Por: Gregorio Torregrosa
Más allá de las sobradas buenas intenciones, que sin duda alguna inspiran cada una de las decisiones restrictivas a la movilidad de los ciudadanos en Barranquilla, adoptadas por las autoridades locales para neutralizar la propagación del virus, subyacen unas series de inquietudes sobre las cuales resulta oportuno reflexionar para preguntarse como en el viejo adagio, si resulta más grave la cura que la enfermedad.

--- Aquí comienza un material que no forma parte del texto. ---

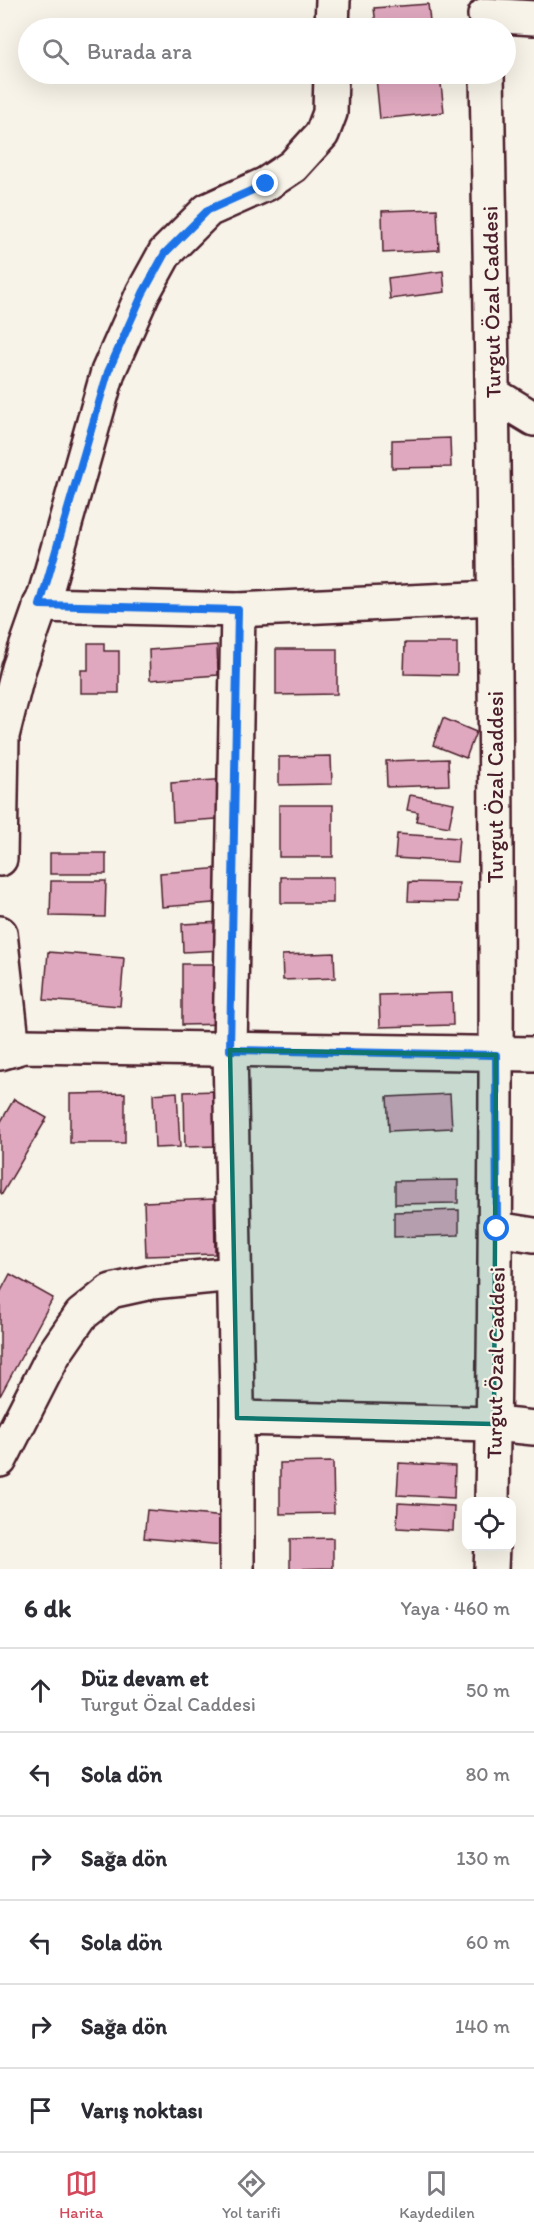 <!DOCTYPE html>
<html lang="tr">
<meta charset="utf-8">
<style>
body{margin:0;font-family:Itim,sans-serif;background:#f7f7f7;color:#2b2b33}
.controls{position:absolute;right:18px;bottom:18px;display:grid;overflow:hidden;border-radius:12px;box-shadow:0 6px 24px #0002}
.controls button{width:54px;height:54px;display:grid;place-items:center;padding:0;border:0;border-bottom:2px solid #e1e1e2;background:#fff;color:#2b2b33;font:30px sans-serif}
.stop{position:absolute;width:18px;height:18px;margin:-14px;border:4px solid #1a73e8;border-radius:50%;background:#fff}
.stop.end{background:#1a73e8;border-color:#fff;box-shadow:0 2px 6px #0008}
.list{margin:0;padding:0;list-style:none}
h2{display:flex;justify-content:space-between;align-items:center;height:78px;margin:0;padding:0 24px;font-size:26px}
h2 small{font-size:20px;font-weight:400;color:#7c7c81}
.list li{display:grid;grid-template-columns:39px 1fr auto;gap:18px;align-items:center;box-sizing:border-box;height:84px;padding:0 24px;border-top:2px solid #e1e1e2}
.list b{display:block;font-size:22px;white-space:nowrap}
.list p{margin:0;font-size:20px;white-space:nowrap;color:#7c7c81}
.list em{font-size:20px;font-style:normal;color:#7c7c81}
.icon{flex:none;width:33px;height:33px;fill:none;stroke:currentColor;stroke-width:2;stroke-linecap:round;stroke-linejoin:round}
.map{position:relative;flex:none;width:534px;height:1569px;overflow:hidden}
.search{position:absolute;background:#fff;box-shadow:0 6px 24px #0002;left:18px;right:18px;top:18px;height:66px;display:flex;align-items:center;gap:15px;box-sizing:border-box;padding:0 21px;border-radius:33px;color:#7c7c81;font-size:22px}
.sheet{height:582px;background:#fff}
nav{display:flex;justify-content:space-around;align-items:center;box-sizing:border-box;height:84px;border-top:2px solid #e1e1e2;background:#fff;font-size:16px;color:#7c7c81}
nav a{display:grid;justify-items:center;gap:3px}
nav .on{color:#d1495b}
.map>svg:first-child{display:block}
.building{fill:#dfa8be;stroke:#4a1f2b;stroke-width:1.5}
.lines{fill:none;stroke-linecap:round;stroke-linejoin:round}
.minor-casing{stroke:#4a1f2b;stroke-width:38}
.minor{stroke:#f7f3e8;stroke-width:33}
.route{stroke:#1a73e8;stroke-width:8}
.marked{fill:#0f766e;fill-opacity:0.2;stroke:#0f766e;stroke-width:4.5;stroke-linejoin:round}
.labels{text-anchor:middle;stroke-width:4.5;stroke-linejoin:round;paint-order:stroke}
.street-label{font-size:22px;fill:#4a1f2b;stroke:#f7f3e8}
</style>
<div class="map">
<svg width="534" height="1569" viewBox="0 0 534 1569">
<rect width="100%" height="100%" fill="#f7f3e8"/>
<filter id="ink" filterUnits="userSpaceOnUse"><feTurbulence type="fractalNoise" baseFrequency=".0167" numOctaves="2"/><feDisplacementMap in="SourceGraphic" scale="12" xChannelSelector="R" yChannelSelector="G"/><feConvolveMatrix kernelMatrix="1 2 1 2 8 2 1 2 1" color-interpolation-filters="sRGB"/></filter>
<g filter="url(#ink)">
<g class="building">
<polygon points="428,4 430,21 376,25 374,8"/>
<polygon points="417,74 440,74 444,112 380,119 376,78"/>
<polygon points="437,209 439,250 383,253 382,211"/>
<polygon points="443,271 445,292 390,299 388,278"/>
<polygon points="450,438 451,467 392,468 392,440"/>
<polygon points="88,643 104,643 104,651 119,651 119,693 81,693 81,670 88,670"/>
<polygon points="405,643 457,643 457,675 404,674"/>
<polygon points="217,645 218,675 150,680 149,650"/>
<polygon points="276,649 337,649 337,694 276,695"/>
<polygon points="443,718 476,732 466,758 433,745"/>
<polygon points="331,756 332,784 279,785 279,757"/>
<polygon points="448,759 449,785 387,787 386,761"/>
<polygon points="229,779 231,818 173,822 171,783"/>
<polygon points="410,795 454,803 449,827 416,821 418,812 407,810"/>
<rect x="279" y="805" width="54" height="52"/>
<polygon points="397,834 459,838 457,862 395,858"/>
<rect x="50" y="853" width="56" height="21"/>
<polygon points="223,868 226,902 162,907 160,873"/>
<rect x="281" y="877" width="52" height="26"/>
<polygon points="51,881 106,881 105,917 50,916"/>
<polygon points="409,882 459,883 458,902 408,901"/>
<polygon points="223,922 224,950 183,952 182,924"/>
<polygon points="48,952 124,958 120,1006 44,1000"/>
<polygon points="334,953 335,978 283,980 282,955"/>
<polygon points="182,964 228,964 227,1024 182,1025"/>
<polygon points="452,993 453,1025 380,1027 379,995"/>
<polygon points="217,1091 218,1146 185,1147 184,1092"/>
<polygon points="177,1092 180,1147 155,1148 153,1094"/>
<polygon points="125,1093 125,1143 70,1143 70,1094"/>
<polygon points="450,1094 452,1128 389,1131 387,1097"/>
<polygon points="14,1099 47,1118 2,1194 0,1192 0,1123"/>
<polygon points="458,1180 458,1203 395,1204 395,1181"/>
<polygon points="214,1199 215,1254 146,1256 144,1202"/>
<polygon points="459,1210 459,1235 394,1237 394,1212"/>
<polygon points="10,1274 53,1298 0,1396 0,1293"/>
<polygon points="333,1462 334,1513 280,1514 280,1463"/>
<polygon points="399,1463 455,1466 454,1498 397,1495"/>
<polygon points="398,1503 454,1506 453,1531 397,1528"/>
<polygon points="147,1510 226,1517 223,1545 144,1538"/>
<polygon points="333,1538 333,1568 290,1569 290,1539"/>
</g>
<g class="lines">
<defs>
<g id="minor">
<polyline points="485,15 534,18"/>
<polyline points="332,28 333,0"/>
<path d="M487,74C496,549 500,1026 492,1502"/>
<polyline points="493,394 534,419"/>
<polyline points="40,605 238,610"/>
<polyline points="0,859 2,736 19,668 46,591 108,372 143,293 165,253 208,210 266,184 293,166 322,134 330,113 331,74"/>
<polyline points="0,933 13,1049"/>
<polyline points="0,1053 24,1046 534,1054"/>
<polyline points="497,1229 534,1235"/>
<polyline points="237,1418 494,1424 534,1428"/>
<polyline points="0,1460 54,1354 81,1315 111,1291 152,1282 234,1274"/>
<polyline points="237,1569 237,1401 230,1050 238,610 494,598"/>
<polyline points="491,1569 492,1546"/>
</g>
</defs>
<use href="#minor" class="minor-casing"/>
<use href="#minor" class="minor"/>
</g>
</g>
<g class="lines" filter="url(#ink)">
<polyline class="route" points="266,184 208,210 165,253 143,293 108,372 40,605 238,610 230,1050 496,1055 497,1229"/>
</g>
<path class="marked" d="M230,1050L496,1055L494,1424L237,1418Z"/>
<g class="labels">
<g class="street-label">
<text transform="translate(491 302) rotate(-91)" y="8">Turgut Özal Caddesi</text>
<text transform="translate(495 787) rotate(-90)" y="8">Turgut Özal Caddesi</text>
<text transform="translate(495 1363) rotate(-89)" y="8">Turgut Özal Caddesi</text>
</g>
</g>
</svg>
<div class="controls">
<button><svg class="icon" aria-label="locate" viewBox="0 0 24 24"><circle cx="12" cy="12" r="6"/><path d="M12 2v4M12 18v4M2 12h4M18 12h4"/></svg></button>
</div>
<div class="stop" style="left:497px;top:1229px"></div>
<div class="stop end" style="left:266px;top:184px"></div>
<div class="search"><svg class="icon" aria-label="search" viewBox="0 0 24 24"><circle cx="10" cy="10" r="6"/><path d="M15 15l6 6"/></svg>Burada ara</div>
</div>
<section class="sheet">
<h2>6 dk<small>Yaya · 460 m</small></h2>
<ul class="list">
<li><svg class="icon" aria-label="ahead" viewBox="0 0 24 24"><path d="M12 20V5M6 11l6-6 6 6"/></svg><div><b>Düz devam et</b><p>Turgut Özal Caddesi</p></div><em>50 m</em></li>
<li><svg class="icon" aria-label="left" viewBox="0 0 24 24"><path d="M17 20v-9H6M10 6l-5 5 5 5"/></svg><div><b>Sola dön</b></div><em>80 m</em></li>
<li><svg class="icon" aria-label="right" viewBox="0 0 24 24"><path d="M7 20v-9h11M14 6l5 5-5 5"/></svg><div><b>Sağa dön</b></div><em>130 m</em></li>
<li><svg class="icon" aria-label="left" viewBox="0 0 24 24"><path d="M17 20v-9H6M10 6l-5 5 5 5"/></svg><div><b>Sola dön</b></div><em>60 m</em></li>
<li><svg class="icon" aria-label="right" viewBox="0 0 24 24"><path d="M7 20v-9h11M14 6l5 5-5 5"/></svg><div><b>Sağa dön</b></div><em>140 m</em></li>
<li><svg class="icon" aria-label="arrive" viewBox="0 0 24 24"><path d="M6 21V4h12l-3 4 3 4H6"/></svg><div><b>Varış noktası</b></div></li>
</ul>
</section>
<nav>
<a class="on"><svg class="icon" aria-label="map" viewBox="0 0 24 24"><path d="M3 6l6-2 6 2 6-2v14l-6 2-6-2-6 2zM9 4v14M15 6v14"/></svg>Harita</a>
<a><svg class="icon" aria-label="directions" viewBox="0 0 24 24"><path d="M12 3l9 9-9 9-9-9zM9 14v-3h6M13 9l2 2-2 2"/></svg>Yol tarifi</a>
<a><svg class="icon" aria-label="saved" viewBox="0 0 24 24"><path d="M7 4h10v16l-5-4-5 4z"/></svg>Kaydedilen</a>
</nav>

Nos referimos de manera concreta a la medida del pico y cédula, toda vez que la misma se ha venido aplicando de manera incoherente y en muchos casos resulta incompatible con el espíritu de normas superiores, dictadas por el Gobierno Nacional, como lo es el Decreto 457 de marzo 23, pasando por muchos otros entre los 40 que en total se han dictado, hasta el 749 de mayo 28.
En todos ellos encontramos un común denominador, y es, lo atinente a las excepciones que comprenden la movilidad para proveernos de bienes de primera necesidad, que garanticen la vida, la salud, la supervivencia, así como también aquellas relacionadas con la cadena de abastecimiento.
Al parecer las autoridades distritales, incluyendo la Policía Nacional, no distinguen diferencia alguna, lo cual es un error, entre las anteriores excepciones cuyo propósito es la protección de actividades y derechos que son del corte de los llamados fundamentales supremos (la vida) y las excepciones que comprenden la reactivación de la economía, las que fueron ampliadas a 43 en virtud del decreto 749, que si bien, algunas de ellas comprenden también la protección de derechos fundamentales, como lo es, por ejemplo el trabajo, no están en el mismo rango en época de emergencia sanitaria. Por ello las primeras han sido una constate en todos y cada uno de los decretos expedidos hasta la fecha. Sin embargo, el decreto de pico y cédula las ignora de un tajo al prohibir el acceso a los supermercados, y posibilitarlo solo un día a la semana; de allí que cualquier olvido en materia de insumos o alimentos, o no contar con el presupuesto completo resulta fatal; o una enfermedad repentina, diferente al Covid 19, nos pone en aprietos a ruegos del vigilante de turno.
Pero lo más doloroso como absurdo es que dicha medida estropea, sin ambages, lo que el Gobierno Nacional ha decidido proteger como se evidencia con la reiteración en cada uno de sus decretos, y es la protección, estímulo y desarrollo de las actividades que comprende la cadena de abastecimiento, que son en lo básico la producción, transporte distribución, de alimentos, bebidas, medicamentos, insumos agrícolas, puertos, etc. Los productos que suministran los supermercados mantienen o hacen funcional la cadena de abastecimiento, y esto no pude ser un tema de cada 8 días.
Es fácil imaginarnos el caos que provoca la medida en sectores, de por sí ya golpeados, como los restaurantes, grandes y chicos, ventas de comida rápidas, o el ciudadano de a pie, que somos la mayoría, cuando el día de nuestra pico y cédula solo se cuenta con recursos parciales para abastecernos por 2 días, y no los suficientes hasta cuando le corresponda el otro día. El pico y cédula no resuelve nada aplicándolo a los supermercados o grandes superficies por vía de los ciudadanos, y es la más pobre de las fachadas para vender la idea de que se está haciendo algo. Por con siguiente pregunto:
1. ¿Qué sentido tiene aplicar dicha medida a los supermercados cuando hay apertura de otras actividades que demandan tanto o más conglomerado (Transmetro, construcción, centros comerciales, bancos, peluquerías)?
2. ¿Alguien acude a un supermercado a ver vitrinas como otrora en los centros comerciales?, el que va, sin duda, lo hace en busca de alimento o medicina.
3. ¿Restringir el acceso a los súper mercados acaso no implica trasladarse a Barranquillita a la plaza del mercado?, donde el riego de contagios alcanza niveles desproporcionados comparados con otros lugares.
4. Los empresarios propietarios de supermercados históricamente han demostrado responsabilidad social como para sustraerse maliciosamente al cumplimiento de protocolos o velar por que sus clientes los cumplan.
No entenderlo a así, entonces sería rendirle un culto a la torpeza.